DEPOIS DA COVID, A DÍVIDA PÚBLICA!
(Claudio Adilson Gonçalez – O Estado de S. Paulo, 18) Os danos para a economia e para as finanças públicas brasileiras provocados pelo surto da covid-19 serão gigantescos. Meu modelo de projeção, baseado em hipóteses relativamente otimistas para o cenário internacional e supondo saída gradual do isolamento social, que só terminaria completamente no segundo trimestre de 2021, indica que o PIB terá contração de 5,0% em 2020. O déficit primário da União, no corrente ano, deverá alcançar R$ 650 bilhões (cerca de 9% do PIB).
De acordo com esse cenário, a dívida bruta do governo geral (DBGG), em 2021, será de 102% do PIB (conceito FMI), ou 90% do PIB (conceito governo brasileiro). A diferença entre essas duas métricas é que, ao contrário do que faz o FMI, o governo brasileiro exclui da DBGG os títulos de emissão do Tesouro Nacional que estão fora do mercado, na carteira do Banco Central (BC). Por razões técnicas, prefiro e adotarei aqui o conceito do FMI, até porque é o utilizado em comparações internacionais. Para ter uma ideia do estrago, no final de 2019 a DBGG era de 89% do PIB, ou seja, em dois anos crescerá cerca de 13% do PIB.
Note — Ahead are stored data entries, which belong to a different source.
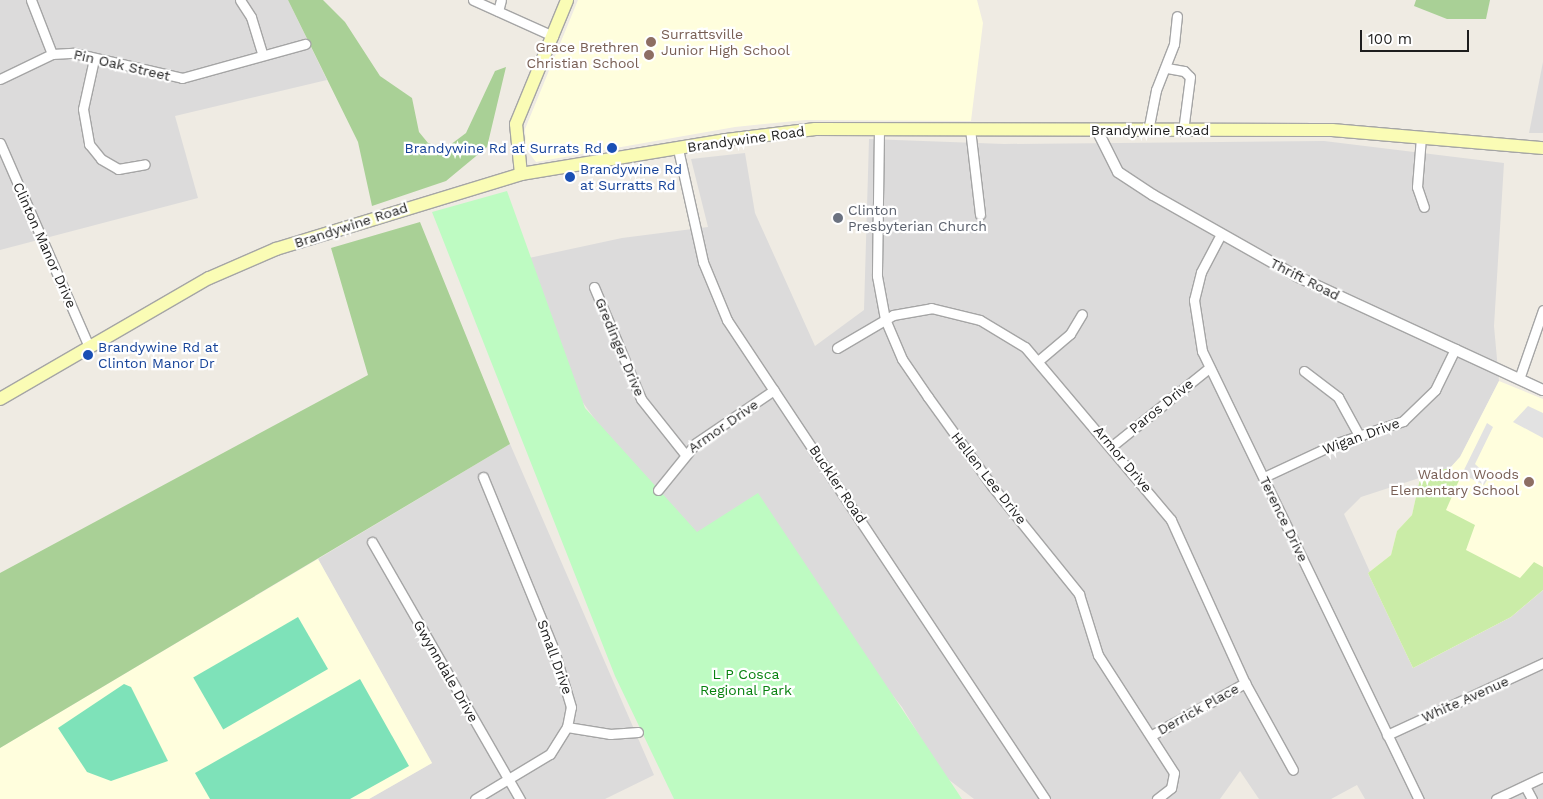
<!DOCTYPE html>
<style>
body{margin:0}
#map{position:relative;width:1543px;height:799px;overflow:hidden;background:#efebe3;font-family:"Work Sans",sans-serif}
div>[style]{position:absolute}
.residential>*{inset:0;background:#dcdbdb}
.education>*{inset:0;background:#fffedd}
.grass>*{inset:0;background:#caeca7}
.forest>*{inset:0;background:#a9d096}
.park>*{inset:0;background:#befbc2}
.pitch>*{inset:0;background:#7ee2b9;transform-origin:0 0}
.parking>*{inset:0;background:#e2e2e2}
.roads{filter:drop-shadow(1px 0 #a5a5a5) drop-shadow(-1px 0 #a5a5a5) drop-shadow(0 1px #a5a5a5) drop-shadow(0 -1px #a5a5a5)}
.minor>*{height:9px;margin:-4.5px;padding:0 4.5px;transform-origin:4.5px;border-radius:4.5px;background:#fff}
.tertiary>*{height:10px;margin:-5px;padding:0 5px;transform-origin:5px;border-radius:5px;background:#fff}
.secondary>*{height:12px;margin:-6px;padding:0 6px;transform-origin:6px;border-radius:6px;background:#fafcb5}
.dots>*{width:14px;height:14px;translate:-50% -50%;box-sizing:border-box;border:2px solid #fff;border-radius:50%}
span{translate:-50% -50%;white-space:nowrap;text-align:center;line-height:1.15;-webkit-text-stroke:4.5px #fff;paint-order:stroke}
.education-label{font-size:14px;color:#785e54}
.left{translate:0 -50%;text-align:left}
.right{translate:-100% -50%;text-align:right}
.street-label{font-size:14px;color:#1e1e1e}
.transit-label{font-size:14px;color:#164399}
.worship-label{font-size:14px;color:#5b616d}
.park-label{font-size:14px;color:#07810f}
.scale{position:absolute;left:1360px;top:30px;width:109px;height:22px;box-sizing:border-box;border:2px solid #1e1e1e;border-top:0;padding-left:6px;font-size:15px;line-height:18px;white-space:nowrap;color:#1e1e1e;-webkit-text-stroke:4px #fff;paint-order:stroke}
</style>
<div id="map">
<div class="residential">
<div style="clip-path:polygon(0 0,288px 0,327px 80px,175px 116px,198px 198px,0 250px)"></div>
<div style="clip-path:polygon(1543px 62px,1543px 133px,1529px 133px)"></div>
<div style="clip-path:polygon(869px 139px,1004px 144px,1324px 141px,1504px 163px,1494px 326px,1499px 381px,1460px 457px,1450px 468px,1361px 497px,1344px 514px,1413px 668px,1511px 617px,1543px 590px,1543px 799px,1365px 799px,1357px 785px,1331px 799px,1259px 799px,1240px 771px,1220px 799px,974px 799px,944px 776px,902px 707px,747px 512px,683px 541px,576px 393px,529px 258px,622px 238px,708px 227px,691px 159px,745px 153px,755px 213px,815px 346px,864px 310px)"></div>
<div style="clip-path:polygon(510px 444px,654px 775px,605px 799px,369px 799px,432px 763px,318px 559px)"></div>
</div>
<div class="education">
<div style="clip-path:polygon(578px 0,977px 0,983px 23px,971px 121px,805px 120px,735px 127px,536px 162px,526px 149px,525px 129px)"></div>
<div style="clip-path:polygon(1499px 381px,1543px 399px,1543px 590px,1511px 617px,1413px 668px,1368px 573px,1391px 555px,1397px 531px,1412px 515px,1421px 474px,1450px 468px,1460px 457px)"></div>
<div style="clip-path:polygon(318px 559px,432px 763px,369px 799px,0 799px,0 748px)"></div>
</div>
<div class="grass">
<div style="clip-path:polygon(1450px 468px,1460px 478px,1446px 510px,1475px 525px,1466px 550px,1520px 578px,1534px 562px,1543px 567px,1543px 590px,1511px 617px,1413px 668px,1368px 573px,1391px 555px,1397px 531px,1412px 515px,1421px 474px)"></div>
</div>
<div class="forest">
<div style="clip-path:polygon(288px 0,323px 0,345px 22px,380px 76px,412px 98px,419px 132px,428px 143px,446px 148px,466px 133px,495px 71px,506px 67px,487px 147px,446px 181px,372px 206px,358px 142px)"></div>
<div style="clip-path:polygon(1416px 0,1490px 0,1486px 19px,1447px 19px,1414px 6px)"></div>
<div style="clip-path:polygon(420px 222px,510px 444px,0 748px,0 573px,368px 375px,331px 248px)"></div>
</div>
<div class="park">
<div style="clip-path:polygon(507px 191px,585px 408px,697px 532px,758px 493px,962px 799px,674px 799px,615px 676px,432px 212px)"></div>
</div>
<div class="pitch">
<div style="left:298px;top:617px;width:60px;height:121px;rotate:60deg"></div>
<div style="clip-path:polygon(360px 679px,409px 766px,350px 799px,210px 799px,195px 773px)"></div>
<div style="clip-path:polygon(124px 684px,131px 687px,168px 761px,111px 781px,87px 772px,58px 728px)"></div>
</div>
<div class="parking">
<div style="clip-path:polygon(1528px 406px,1543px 413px,1543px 438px,1513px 422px)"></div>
<div style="clip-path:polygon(1487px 423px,1493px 427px,1475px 464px,1489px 477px,1484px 485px,1462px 474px)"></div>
</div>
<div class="roads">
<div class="minor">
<div style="left:31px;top:0;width:58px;rotate:68.7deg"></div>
<div style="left:240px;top:0;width:20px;rotate:57deg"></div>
<div style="left:251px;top:17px;width:39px;rotate:73deg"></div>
<div style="left:473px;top:0;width:88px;rotate:24.2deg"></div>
<div style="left:498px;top:11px;width:11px;rotate:-75deg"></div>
<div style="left:94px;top:59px;width:51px;rotate:102.4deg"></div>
<div style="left:83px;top:109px;width:36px;rotate:80deg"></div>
<div style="left:89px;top:144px;width:19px;rotate:51deg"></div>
<div style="left:101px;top:159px;width:20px;rotate:30deg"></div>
<div style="left:118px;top:169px;width:27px;rotate:-10deg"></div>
<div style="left:1167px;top:68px;width:17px;rotate:10deg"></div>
<div style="left:1184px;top:71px;width:8px;rotate:45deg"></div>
<div style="left:1190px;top:77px;width:54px;rotate:97.4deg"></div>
<div style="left:0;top:79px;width:58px;rotate:-25.7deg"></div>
<div style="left:52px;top:54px;width:22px;rotate:-3deg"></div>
<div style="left:74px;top:53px;width:111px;rotate:13deg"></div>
<div style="left:182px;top:78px;width:128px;rotate:-15.5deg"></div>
<div style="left:879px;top:129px;width:147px;rotate:90.8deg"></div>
<div style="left:877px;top:276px;width:44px;rotate:79.5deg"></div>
<div style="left:885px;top:319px;width:43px;rotate:67deg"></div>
<div style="left:902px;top:359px;width:46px;rotate:55.6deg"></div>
<div style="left:928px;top:397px;width:110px;rotate:54.3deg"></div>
<div style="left:992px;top:486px;width:139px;rotate:51.1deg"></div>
<div style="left:1079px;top:594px;width:64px;rotate:72.7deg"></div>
<div style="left:1098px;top:655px;width:140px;rotate:57.2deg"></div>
<div style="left:1174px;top:773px;width:15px;rotate:101deg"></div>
<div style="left:1171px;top:788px;width:18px;rotate:142deg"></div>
<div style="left:970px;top:129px;width:86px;rotate:83.3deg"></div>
<div style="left:1148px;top:131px;width:42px;rotate:-79deg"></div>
<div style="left:1156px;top:90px;width:49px;rotate:-68.6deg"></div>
<div style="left:1174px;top:44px;width:28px;rotate:-84deg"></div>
<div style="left:1421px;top:137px;width:50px;rotate:94.6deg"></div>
<div style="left:1417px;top:187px;width:21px;rotate:71deg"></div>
<div style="left:0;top:143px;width:223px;rotate:66.4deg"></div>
<div style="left:678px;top:149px;width:116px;rotate:77.5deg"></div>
<div style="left:703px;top:262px;width:63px;rotate:67.5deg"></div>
<div style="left:727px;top:320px;width:575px;rotate:56.42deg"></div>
<div style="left:1221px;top:234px;width:43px;rotate:117.8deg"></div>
<div style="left:1201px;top:272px;width:29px;rotate:104deg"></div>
<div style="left:1194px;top:300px;width:52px;rotate:81.1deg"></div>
<div style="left:1202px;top:351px;width:498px;rotate:64.2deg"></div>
<div style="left:594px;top:287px;width:121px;rotate:67.2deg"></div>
<div style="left:641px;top:399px;width:69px;rotate:51.5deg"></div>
<div style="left:837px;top:348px;width:65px;rotate:-30.5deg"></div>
<div style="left:893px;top:315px;width:39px;rotate:-10deg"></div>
<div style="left:931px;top:308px;width:50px;rotate:13.8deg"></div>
<div style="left:980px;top:320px;width:52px;rotate:31deg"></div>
<div style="left:1025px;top:347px;width:226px;rotate:49.8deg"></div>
<div style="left:1171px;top:520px;width:179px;rotate:65.6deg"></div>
<div style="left:1245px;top:683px;width:99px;rotate:61.1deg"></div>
<div style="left:1038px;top:361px;width:42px;rotate:-40.2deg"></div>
<div style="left:1070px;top:334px;width:23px;rotate:-59deg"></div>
<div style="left:1304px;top:371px;width:43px;rotate:37.4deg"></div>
<div style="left:1338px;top:397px;width:46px;rotate:61.2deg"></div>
<div style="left:1519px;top:379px;width:73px;rotate:-70.8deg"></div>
<div style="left:1112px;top:446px;width:124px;rotate:-38.8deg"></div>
<div style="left:1264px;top:477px;width:81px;rotate:-25deg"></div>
<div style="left:1337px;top:443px;width:70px;rotate:-18.4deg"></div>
<div style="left:1403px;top:421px;width:45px;rotate:-44.1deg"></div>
<div style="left:1435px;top:390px;width:46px;rotate:-64deg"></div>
<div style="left:658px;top:490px;width:60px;rotate:-51deg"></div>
<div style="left:696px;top:443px;width:94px;rotate:-34.2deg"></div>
<div style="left:372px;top:542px;width:297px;rotate:60.1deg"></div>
<div style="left:567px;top:727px;width:44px;rotate:9.2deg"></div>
<div style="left:610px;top:734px;width:28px;rotate:-4deg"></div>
<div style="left:1152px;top:735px;width:107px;rotate:-29.2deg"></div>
<div style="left:1387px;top:735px;width:172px;rotate:-24.8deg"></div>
<div style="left:1525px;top:786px;width:15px;rotate:62deg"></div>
<div style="left:475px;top:799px;width:87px;rotate:-31deg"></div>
<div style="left:550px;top:754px;width:32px;rotate:-58deg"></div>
<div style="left:567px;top:727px;width:20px;rotate:-79deg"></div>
<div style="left:571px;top:707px;width:59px;rotate:-106.6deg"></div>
<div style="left:554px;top:650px;width:187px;rotate:-112.3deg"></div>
<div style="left:1496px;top:799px;width:52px;rotate:-25.1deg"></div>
</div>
<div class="tertiary">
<div style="left:1097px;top:130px;width:47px;rotate:63.4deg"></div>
<div style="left:1118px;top:172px;width:42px;rotate:33.3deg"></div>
<div style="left:1153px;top:195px;width:164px;rotate:29.5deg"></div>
<div style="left:1296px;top:276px;width:272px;rotate:24.8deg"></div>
</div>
<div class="secondary">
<div style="left:521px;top:174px;width:50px;rotate:-95.7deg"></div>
<div style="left:516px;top:124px;width:134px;rotate:-67.6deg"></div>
<div style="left:0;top:399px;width:241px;rotate:-30.1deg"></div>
<div style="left:209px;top:278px;width:73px;rotate:-23.4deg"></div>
<div style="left:276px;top:249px;width:256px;rotate:-17deg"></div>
<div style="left:521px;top:174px;width:208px;rotate:-9.4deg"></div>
<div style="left:726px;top:140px;width:90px;rotate:-7deg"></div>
<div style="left:815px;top:129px;width:517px;rotate:0.11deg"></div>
<div style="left:1332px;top:130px;width:212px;rotate:4.9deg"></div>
</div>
</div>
<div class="dots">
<div style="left:651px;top:42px;background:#8d6e63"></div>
<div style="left:649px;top:55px;background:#8d6e63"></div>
<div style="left:612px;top:148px;background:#1a4fb4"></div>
<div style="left:570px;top:177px;background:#1a4fb4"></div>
<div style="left:838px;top:218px;background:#6b7280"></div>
<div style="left:88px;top:355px;background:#1a4fb4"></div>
<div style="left:1529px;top:482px;background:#8d6e63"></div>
</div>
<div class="education-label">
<span class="left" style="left:661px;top:42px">Surrattsville<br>Junior High School</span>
<span class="right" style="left:639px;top:55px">Grace Brethren<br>Christian School</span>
<span class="right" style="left:1519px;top:482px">Waldon Woods<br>Elementary School</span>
</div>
<div class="street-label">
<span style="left:122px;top:65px;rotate:13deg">Pin Oak Street</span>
<span style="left:1150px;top:130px">Brandywine Road</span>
<span style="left:746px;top:139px;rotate:-8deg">Brandywine Road</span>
<span style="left:351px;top:225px;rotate:-18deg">Brandywine Road</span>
<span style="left:45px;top:245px;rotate:66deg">Clinton Manor Drive</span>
<span style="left:1305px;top:279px;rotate:27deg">Thrift Road</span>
<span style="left:620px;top:347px;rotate:67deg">Gredinger Drive</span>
<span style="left:1161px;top:406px;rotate:-39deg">Paros Drive</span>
<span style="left:723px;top:426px;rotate:-35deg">Armor Drive</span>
<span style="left:1361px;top:436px;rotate:-20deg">Wigan Drive</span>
<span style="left:1123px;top:459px;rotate:50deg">Armor Drive</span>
<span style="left:989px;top:478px;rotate:52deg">Hellen Lee Drive</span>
<span style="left:838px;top:484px;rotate:56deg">Buckler Road</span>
<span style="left:1284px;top:519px;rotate:64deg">Terence Drive</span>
<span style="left:555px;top:657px;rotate:70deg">Small Drive</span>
<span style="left:446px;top:671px;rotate:60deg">Gwynndale Drive</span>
<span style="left:1465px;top:699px;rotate:-24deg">White Avenue</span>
<span style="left:1198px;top:709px;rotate:-29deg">Derrick Place</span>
</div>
<div class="transit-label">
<span class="right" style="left:602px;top:148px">Brandywine Rd at Surrats Rd</span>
<span class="left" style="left:580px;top:177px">Brandywine Rd<br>at Surratts Rd</span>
<span class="left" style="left:98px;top:355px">Brandywine Rd at<br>Clinton Manor Dr</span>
</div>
<div class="worship-label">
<span class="left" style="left:848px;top:218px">Clinton<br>Presbyterian Church</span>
</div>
<div class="park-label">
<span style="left:746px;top:682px">L P Cosca<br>Regional Park</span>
</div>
<div class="scale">100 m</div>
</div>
Isso significa que o Brasil caminha para a insolvência ou que entrará na chamada dominância fiscal, possibilidade admitida recentemente pelo economista Samuel Pessôa? Não necessariamente, pois nos restam alternativas para lidar com o problema.
O primeiro ponto a lembrar é que, para um dado resultado primário, a dinâmica da dívida depende do diferencial entre a taxa real de juro (r) ea taxa real de crescimento da economia (g). Tudo indica que r-g, ao menos nos próximos dois a três anos, tenderá a ser nulo ou até mesmo negativo, o que ajudará a conter, ou até mesmo a reduzir, a relação dívida/PIB. Duas razões dão suporte a essa previsão: uma de natureza externa, outra doméstica.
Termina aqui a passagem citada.